[STORED DATA — start]

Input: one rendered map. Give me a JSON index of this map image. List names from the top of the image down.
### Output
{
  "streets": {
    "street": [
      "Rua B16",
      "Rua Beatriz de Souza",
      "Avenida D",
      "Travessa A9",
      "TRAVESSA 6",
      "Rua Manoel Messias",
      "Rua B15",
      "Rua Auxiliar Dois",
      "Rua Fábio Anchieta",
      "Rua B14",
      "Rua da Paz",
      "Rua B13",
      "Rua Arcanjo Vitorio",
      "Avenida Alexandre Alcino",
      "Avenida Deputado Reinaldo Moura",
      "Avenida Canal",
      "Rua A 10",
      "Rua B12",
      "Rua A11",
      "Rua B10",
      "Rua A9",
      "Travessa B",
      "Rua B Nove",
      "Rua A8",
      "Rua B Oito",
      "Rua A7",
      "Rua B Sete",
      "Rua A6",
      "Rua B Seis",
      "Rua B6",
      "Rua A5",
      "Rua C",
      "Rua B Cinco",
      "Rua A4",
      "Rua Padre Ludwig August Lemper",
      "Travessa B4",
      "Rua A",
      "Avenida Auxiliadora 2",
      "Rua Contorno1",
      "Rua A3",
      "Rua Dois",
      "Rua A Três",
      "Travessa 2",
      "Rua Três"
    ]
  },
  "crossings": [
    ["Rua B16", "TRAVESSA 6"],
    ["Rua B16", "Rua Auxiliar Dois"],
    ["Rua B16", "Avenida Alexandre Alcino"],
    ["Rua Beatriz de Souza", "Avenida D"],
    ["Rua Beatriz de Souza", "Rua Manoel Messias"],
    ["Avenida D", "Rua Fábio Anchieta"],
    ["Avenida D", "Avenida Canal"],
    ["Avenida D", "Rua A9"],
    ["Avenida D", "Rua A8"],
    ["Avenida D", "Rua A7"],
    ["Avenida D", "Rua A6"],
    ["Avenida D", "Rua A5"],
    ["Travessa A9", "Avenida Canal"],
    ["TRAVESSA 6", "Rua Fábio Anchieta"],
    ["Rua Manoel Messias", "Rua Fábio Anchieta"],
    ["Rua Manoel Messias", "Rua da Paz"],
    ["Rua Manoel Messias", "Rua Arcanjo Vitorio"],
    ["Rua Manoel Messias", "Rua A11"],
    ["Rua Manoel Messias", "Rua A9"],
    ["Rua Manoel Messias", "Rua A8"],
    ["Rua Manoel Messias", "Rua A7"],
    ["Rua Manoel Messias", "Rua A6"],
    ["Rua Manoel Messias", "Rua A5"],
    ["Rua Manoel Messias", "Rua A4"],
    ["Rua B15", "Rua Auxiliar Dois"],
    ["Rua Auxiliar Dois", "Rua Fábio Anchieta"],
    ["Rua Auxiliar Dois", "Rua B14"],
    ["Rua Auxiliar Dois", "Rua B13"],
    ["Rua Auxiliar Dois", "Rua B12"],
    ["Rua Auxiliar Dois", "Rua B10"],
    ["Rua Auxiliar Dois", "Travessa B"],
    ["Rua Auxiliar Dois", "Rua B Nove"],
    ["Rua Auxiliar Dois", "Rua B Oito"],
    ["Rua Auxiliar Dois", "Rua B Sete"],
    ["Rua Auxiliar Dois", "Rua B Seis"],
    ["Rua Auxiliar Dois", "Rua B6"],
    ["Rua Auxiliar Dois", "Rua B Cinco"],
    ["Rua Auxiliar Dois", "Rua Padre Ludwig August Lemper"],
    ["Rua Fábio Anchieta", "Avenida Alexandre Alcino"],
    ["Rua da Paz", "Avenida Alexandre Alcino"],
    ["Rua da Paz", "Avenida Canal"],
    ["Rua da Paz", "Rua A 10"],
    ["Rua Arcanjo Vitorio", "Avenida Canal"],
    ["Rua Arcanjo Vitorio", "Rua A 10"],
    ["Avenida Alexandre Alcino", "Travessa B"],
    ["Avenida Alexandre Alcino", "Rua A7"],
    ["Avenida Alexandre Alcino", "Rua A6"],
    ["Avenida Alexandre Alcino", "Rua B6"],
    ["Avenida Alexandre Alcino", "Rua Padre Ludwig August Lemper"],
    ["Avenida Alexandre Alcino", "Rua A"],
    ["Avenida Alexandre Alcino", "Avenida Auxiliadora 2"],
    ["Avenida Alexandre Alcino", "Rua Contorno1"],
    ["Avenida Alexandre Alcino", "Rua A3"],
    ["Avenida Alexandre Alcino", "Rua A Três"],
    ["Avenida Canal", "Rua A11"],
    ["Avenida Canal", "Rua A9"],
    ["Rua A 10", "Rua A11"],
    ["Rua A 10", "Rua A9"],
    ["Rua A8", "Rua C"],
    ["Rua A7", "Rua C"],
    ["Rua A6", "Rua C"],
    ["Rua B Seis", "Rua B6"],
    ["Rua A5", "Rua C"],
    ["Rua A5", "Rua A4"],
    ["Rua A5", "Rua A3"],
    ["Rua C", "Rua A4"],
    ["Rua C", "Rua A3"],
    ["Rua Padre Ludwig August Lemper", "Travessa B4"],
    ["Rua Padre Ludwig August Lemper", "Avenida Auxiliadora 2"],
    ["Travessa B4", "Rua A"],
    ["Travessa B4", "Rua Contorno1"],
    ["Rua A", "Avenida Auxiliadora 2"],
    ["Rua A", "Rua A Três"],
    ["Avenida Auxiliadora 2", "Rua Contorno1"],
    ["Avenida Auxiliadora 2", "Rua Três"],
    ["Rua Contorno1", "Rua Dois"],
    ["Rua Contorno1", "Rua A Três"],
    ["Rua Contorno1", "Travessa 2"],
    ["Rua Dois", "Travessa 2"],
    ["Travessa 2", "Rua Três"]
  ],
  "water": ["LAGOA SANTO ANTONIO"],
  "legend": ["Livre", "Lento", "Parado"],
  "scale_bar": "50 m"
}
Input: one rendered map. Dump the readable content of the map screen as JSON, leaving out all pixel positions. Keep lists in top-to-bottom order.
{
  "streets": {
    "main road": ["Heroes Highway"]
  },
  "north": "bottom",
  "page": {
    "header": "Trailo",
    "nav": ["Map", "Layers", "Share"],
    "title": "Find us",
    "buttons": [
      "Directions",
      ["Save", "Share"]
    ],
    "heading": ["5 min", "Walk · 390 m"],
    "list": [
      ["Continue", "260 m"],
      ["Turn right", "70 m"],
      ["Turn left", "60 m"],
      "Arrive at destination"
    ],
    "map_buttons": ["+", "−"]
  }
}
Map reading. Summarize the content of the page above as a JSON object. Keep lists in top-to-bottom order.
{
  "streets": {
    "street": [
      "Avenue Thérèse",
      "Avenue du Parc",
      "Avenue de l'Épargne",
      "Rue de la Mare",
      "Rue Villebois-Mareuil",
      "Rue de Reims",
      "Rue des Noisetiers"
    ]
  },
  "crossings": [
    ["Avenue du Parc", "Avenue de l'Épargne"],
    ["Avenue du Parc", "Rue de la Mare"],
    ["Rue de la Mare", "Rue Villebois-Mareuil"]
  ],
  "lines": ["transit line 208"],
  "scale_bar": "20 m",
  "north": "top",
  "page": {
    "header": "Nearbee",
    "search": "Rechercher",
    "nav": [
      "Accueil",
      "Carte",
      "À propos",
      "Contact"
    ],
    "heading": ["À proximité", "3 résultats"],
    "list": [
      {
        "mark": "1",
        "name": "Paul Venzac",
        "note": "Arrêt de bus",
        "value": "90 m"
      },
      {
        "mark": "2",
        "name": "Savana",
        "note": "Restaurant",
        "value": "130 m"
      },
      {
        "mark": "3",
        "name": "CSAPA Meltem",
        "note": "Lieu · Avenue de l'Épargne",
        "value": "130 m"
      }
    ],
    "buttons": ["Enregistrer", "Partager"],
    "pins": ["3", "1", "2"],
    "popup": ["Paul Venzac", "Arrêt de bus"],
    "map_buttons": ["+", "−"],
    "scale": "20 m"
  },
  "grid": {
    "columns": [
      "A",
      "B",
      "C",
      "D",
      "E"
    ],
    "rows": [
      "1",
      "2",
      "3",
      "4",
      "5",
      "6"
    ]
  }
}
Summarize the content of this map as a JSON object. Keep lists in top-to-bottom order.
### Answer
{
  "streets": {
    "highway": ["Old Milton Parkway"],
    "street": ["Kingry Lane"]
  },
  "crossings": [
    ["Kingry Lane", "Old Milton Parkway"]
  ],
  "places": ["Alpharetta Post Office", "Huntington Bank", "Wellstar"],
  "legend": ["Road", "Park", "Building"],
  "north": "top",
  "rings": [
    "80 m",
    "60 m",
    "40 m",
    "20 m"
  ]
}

[STORED DATA — finish]

> _ABOUT THIS TASK_:
Your task is to gather all lines from the entries above that hold the word "order".

> _RESULT OF THIS EXERCISE_:
Input: one rendered map. Dump the readable content of the map screen as JSON, leaving out all pixel positions. Keep lists in top-to-bottom order.
Map reading. Summarize the content of the page above as a JSON object. Keep lists in top-to-bottom order.
Summarize the content of this map as a JSON object. Keep lists in top-to-bottom order.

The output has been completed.